Veterinarians need to know they are seen, valued, and heard by their professional association.
Across the country, veterinary professionals are doing meaningful, demanding work every day. They are caring for patients, supporting clients, leading teams, mentoring younger colleagues, managing businesses, teaching students, protecting public health, and serving their communities.
I believe AVMA leadership should feel connected to that work.
This pillar is not about criticizing the AVMA. It is about strengthening the relationship between national leadership and the lived realities of daily practice. When veterinarians feel heard, understood, and represented, trust grows. When trust grows, engagement becomes stronger. And when engagement becomes stronger, our profession is better positioned to move forward together.
A Gap Between Leadership and Daily Practice
AVMA does important work on behalf of the profession, but good work does not always translate into connection. Practicing veterinarians need to clearly see how that work relates to the pressures, questions, and decisions they face every day.
Many veterinarians want more than broad messaging. They want to feel that their professional association understands the realities of practice, from workforce strain and client expectations to economic pressure, team challenges, access to care, and uncertainty about the future.

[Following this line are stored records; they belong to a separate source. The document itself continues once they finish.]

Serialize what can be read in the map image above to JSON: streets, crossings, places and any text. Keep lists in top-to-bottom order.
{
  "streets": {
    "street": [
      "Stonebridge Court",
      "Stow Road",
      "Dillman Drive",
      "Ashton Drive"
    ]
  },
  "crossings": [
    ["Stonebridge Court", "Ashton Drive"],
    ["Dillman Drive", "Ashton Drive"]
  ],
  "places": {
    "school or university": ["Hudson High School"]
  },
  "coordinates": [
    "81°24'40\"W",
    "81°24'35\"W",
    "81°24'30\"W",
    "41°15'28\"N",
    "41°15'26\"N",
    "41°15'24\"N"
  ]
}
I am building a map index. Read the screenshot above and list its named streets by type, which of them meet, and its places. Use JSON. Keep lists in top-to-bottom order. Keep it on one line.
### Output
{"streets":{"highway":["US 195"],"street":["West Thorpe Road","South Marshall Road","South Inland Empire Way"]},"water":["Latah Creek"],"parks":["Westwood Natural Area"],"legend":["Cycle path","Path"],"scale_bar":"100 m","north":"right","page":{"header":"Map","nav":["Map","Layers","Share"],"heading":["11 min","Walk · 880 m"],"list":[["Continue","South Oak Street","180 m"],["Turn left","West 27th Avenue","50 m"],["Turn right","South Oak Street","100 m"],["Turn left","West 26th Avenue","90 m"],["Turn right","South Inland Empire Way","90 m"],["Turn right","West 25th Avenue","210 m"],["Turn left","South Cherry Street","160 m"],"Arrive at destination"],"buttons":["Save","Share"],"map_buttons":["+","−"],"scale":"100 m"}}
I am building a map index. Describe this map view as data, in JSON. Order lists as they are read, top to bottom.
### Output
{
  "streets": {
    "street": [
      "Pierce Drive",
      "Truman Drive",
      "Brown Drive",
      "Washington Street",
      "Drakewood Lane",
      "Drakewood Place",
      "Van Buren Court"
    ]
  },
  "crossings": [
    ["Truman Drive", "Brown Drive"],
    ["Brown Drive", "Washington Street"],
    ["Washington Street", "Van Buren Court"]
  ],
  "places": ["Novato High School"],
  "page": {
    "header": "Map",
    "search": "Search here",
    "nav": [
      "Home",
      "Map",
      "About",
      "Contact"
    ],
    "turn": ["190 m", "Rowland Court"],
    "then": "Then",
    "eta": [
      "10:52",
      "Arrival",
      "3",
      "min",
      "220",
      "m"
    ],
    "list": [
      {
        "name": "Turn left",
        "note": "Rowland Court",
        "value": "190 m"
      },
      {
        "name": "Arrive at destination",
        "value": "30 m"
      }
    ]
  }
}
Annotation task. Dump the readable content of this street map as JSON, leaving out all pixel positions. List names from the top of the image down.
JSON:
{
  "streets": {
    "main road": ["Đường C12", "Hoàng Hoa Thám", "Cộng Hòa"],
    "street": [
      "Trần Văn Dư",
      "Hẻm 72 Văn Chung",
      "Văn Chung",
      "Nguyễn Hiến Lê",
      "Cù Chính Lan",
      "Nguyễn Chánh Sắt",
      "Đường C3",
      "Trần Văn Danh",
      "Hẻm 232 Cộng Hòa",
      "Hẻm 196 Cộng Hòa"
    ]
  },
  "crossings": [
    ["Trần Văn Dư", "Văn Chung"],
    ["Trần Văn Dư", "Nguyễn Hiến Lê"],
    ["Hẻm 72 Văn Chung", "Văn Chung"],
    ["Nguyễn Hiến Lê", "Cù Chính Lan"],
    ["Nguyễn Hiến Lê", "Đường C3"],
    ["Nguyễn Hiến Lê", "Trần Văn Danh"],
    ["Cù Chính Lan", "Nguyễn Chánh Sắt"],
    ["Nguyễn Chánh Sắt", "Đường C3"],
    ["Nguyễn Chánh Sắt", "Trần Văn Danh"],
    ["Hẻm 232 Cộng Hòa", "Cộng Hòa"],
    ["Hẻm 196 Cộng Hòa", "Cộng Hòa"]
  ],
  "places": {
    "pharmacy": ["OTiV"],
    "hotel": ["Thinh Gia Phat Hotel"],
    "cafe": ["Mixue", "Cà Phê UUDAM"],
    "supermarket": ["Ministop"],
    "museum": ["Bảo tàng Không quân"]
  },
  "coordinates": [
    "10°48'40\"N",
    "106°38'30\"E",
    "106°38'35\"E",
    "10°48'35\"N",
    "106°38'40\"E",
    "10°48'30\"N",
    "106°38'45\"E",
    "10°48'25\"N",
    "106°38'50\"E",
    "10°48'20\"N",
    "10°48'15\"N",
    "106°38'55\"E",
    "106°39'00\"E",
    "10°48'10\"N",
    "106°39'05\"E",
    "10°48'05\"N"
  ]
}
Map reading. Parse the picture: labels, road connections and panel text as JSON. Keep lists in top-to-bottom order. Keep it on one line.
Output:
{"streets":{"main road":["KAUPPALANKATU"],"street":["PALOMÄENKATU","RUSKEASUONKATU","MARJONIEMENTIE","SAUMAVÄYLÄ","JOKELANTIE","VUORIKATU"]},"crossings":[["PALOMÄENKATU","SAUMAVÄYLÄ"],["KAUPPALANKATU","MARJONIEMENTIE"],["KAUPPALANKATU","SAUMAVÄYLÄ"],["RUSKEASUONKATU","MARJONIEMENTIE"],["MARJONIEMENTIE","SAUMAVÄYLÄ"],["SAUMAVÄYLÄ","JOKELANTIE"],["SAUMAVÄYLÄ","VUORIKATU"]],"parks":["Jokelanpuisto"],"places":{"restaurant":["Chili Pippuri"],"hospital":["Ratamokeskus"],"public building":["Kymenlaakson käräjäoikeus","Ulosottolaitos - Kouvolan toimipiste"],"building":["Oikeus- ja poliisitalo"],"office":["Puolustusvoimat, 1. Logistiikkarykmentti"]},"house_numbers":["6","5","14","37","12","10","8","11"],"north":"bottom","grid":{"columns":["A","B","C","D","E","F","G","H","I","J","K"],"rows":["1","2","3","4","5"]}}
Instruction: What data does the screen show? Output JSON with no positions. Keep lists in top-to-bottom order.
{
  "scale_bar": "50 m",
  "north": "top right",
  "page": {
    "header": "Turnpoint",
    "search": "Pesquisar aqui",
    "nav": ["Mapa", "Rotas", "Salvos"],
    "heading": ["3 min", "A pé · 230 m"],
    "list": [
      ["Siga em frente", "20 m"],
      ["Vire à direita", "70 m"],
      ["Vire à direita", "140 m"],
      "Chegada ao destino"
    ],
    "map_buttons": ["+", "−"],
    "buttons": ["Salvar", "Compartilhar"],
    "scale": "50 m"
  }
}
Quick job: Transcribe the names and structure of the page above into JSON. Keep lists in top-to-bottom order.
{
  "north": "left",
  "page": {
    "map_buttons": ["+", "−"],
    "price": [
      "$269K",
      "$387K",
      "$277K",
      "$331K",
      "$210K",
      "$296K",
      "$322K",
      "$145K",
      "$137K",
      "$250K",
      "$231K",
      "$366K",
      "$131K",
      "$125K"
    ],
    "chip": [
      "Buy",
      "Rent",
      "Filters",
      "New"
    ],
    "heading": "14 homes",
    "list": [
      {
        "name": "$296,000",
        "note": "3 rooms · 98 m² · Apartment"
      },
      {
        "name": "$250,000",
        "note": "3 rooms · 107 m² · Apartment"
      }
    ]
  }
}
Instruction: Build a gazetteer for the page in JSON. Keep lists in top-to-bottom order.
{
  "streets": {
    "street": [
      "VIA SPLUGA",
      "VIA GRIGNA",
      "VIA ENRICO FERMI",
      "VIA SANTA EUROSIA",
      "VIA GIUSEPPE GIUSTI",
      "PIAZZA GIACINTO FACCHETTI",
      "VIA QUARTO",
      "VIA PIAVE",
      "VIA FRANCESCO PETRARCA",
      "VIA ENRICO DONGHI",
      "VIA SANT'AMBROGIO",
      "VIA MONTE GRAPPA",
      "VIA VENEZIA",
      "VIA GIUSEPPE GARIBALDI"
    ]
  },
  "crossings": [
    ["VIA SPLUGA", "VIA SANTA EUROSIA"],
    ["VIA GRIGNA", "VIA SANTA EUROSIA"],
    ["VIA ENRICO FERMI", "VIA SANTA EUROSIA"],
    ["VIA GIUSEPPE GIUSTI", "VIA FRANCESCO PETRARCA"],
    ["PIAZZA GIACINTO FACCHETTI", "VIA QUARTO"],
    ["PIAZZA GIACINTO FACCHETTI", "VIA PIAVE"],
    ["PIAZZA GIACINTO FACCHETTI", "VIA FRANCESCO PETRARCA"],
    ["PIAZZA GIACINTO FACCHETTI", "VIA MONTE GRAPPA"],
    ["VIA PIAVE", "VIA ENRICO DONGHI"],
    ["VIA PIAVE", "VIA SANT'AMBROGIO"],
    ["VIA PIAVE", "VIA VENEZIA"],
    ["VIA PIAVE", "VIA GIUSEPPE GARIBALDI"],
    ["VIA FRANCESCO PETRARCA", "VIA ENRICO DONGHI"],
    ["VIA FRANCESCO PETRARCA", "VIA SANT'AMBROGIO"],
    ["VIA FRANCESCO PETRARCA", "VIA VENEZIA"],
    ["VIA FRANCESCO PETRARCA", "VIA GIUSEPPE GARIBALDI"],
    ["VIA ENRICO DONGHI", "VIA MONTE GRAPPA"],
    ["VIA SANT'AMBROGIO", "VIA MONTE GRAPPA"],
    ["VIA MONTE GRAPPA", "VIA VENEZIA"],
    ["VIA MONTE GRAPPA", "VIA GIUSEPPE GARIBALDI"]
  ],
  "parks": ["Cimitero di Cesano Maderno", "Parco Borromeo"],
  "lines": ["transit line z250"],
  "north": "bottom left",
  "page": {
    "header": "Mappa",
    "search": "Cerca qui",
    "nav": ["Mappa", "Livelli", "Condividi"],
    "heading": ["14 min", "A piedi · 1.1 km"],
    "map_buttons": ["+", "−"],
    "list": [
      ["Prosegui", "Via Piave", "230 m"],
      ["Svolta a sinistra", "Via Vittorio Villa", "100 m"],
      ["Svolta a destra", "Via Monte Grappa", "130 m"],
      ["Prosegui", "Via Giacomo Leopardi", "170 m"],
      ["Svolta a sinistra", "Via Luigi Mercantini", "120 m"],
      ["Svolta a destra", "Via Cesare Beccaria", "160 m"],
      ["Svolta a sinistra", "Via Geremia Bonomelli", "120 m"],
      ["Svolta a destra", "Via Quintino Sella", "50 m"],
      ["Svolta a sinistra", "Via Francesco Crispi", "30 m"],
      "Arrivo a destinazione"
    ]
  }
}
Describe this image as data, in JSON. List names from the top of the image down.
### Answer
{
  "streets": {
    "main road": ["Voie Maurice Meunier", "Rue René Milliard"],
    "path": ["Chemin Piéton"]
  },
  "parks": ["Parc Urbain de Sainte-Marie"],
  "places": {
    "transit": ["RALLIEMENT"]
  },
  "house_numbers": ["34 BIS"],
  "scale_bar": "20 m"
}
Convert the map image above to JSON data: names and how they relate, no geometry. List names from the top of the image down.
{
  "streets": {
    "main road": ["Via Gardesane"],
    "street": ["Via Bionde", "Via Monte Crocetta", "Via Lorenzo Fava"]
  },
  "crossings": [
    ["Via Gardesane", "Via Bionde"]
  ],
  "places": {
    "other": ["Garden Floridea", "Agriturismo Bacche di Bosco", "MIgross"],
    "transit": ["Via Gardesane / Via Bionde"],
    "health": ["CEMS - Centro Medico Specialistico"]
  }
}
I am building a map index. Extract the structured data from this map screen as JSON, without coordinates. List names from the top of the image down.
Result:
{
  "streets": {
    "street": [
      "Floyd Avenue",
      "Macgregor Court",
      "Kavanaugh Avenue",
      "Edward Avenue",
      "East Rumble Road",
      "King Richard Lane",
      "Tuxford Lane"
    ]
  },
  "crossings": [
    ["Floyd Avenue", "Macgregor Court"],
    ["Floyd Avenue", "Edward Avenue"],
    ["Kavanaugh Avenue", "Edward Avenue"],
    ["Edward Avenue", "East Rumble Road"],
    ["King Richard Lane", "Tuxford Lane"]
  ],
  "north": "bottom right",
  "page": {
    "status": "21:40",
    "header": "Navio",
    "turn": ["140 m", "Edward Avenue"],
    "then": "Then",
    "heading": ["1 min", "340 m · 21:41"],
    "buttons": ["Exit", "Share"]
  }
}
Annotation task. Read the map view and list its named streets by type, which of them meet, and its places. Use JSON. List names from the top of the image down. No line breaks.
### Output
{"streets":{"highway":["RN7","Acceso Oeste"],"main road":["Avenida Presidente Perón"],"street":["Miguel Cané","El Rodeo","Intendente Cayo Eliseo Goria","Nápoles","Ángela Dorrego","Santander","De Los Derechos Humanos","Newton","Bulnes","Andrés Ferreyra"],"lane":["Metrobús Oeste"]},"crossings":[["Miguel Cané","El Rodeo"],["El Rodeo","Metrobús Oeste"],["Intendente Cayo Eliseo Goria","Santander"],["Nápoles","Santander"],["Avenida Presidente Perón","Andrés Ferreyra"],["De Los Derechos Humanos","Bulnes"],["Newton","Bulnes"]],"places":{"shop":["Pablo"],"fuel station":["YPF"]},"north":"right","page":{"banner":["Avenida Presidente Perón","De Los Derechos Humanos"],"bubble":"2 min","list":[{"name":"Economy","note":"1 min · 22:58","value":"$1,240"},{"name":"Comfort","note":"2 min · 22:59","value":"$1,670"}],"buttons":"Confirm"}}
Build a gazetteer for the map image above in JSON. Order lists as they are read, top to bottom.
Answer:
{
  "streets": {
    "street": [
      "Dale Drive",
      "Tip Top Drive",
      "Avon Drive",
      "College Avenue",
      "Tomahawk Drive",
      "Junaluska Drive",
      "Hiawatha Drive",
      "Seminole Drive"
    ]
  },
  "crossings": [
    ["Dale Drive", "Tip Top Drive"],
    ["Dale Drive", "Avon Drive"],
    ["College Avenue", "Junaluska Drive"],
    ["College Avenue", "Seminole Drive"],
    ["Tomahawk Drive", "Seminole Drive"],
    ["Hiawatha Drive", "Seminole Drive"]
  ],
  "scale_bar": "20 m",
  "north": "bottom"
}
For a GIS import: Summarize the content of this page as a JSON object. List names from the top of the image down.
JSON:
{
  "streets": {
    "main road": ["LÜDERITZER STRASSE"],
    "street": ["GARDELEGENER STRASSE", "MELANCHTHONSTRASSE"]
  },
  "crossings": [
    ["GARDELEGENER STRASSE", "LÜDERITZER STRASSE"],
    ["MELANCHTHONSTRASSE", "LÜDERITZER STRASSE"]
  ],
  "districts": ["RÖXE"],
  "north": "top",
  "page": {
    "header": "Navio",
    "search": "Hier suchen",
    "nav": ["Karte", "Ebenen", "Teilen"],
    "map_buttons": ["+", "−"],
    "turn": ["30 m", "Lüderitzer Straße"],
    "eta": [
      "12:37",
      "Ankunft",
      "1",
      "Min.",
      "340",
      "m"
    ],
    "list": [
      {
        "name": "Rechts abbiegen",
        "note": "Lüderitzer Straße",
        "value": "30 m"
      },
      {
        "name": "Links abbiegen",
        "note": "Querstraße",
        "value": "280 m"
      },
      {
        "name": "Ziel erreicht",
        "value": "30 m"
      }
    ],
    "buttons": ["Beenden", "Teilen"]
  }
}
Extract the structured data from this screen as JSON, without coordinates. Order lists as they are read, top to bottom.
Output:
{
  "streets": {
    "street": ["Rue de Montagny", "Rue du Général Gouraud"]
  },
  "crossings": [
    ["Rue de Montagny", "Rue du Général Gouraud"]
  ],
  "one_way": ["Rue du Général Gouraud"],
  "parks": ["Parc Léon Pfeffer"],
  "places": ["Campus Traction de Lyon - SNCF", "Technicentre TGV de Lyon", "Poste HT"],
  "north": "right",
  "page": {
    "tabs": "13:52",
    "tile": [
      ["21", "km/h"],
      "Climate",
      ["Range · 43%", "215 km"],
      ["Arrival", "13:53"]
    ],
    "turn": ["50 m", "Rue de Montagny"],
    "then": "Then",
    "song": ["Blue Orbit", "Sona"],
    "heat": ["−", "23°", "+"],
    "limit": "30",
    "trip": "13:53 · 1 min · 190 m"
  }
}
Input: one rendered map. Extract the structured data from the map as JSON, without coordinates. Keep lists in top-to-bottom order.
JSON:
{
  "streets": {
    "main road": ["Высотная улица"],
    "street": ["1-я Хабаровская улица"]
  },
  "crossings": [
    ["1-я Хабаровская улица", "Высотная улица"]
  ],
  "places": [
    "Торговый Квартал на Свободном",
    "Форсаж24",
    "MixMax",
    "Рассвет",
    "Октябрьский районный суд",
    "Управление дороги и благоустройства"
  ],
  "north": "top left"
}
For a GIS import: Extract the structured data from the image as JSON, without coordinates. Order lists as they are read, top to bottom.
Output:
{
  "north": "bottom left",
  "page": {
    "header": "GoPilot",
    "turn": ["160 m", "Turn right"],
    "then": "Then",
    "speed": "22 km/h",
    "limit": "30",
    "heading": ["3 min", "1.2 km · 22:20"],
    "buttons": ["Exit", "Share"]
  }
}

Connection cannot be assumed. It has to be built through presence, communication, transparency, and follow-through.
Key challenges hindering a sustainable profession include:
A gap between national leadership and daily practice realities
Communication that does not always feel clear or relevant at the practice level
A need for greater visibility from leadership
Trust that must be strengthened through transparency and follow-through
Practicing veterinarians who want to know their voices matter
Members who may feel disconnected from the association representing them
When the people within veterinary medicine feel exhausted, unsupported, or unseen, every other goal becomes harder to achieve.
Listening With Purpose.
Responding With Clarity.
I believe leadership begins by showing up.
Sometimes the most meaningful act of leadership is simply being present, listening carefully, and reminding someone that their work matters. As a practicing veterinarian, I know how different leadership feels when it is grounded in real conversations, real settings, and real understanding.
I want to help strengthen the connection between AVMA and practicing veterinarians by encouraging leadership that is visible, responsive, and grounded in the realities of the profession.
My focus includes:
Transparency and follow-through:
Trust grows when people know their concerns have been heard and can see what happens next.
A stronger sense of belonging:
Regardless of location, species focus, career stage, or area of the industry, every veterinary professional should know their voice matters.
Connection Builds Trust
A stronger AVMA begins with stronger relationships.
When leadership listens visibly, communicates clearly, and stays connected to the people it represents, veterinarians are more likely to feel engaged, valued, and confident in the direction of their association.
I believe our profession needs leadership that does not feel distant from practice, but connected to it. Leadership should be present in the conversations that matter, responsive to the people doing the work, and committed to building trust through action.
Veterinary medicine is stronger when its people know they are not carrying the work alone. Reconnecting AVMA with practicing veterinarians is one way we can build a profession that feels more united, more responsive, and more prepared for the future.